What is required: Excluding all pictures, please output the listing exactly.

Dataset content:
————————

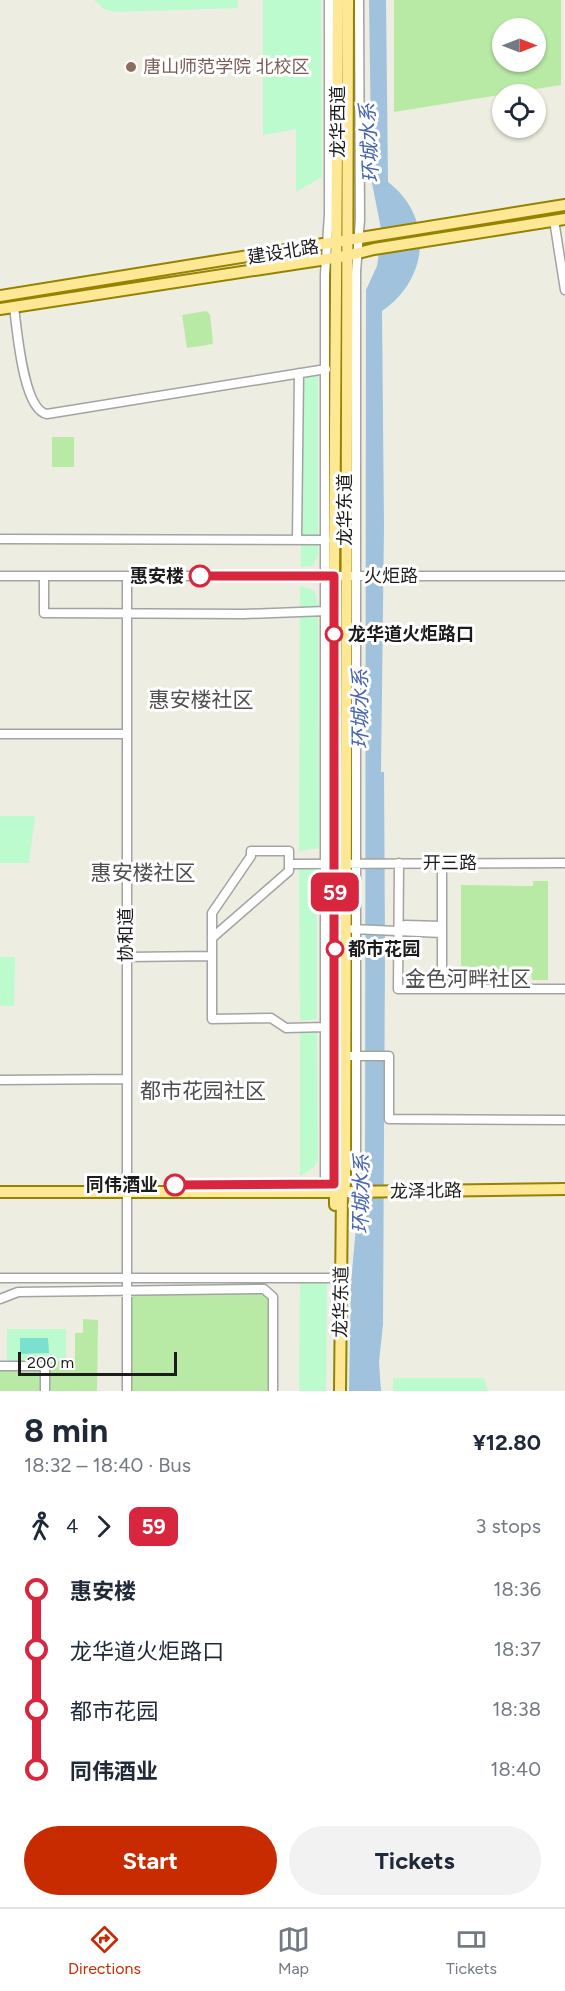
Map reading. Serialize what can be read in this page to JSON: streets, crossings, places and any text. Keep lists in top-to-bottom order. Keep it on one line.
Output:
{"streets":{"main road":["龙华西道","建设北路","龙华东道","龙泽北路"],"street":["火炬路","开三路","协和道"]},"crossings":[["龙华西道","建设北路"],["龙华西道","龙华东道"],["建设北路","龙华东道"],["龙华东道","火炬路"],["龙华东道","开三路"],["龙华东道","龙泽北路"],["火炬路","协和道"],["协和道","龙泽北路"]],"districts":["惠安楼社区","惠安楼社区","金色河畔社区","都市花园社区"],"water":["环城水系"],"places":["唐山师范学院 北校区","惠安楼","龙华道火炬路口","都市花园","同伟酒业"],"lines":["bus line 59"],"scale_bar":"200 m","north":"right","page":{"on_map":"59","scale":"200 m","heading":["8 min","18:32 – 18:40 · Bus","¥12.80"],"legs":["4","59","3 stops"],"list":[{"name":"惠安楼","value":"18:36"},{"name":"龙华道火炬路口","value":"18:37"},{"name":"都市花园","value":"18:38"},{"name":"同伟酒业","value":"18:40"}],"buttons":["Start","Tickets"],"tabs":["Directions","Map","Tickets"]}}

————————

Completed exercise:
Map reading. Serialize what can be read in this page to JSON: streets, crossings, places and any text. Keep lists in top-to-bottom order. Keep it on one line.
Output:
{"streets":{"main road":["龙华西道","建设北路","龙华东道","龙泽北路"],"street":["火炬路","开三路","协和道"]},"crossings":[["龙华西道","建设北路"],["龙华西道","龙华东道"],["建设北路","龙华东道"],["龙华东道","火炬路"],["龙华东道","开三路"],["龙华东道","龙泽北路"],["火炬路","协和道"],["协和道","龙泽北路"]],"districts":["惠安楼社区","惠安楼社区","金色河畔社区","都市花园社区"],"water":["环城水系"],"places":["唐山师范学院 北校区","惠安楼","龙华道火炬路口","都市花园","同伟酒业"],"lines":["bus line 59"],"scale_bar":"200 m","north":"right","page":{"on_map":"59","scale":"200 m","heading":["8 min","18:32 – 18:40 · Bus","¥12.80"],"legs":["4","59","3 stops"],"list":[{"name":"惠安楼","value":"18:36"},{"name":"龙华道火炬路口","value":"18:37"},{"name":"都市花园","value":"18:38"},{"name":"同伟酒业","value":"18:40"}],"buttons":["Start","Tickets"],"tabs":["Directions","Map","Tickets"]}}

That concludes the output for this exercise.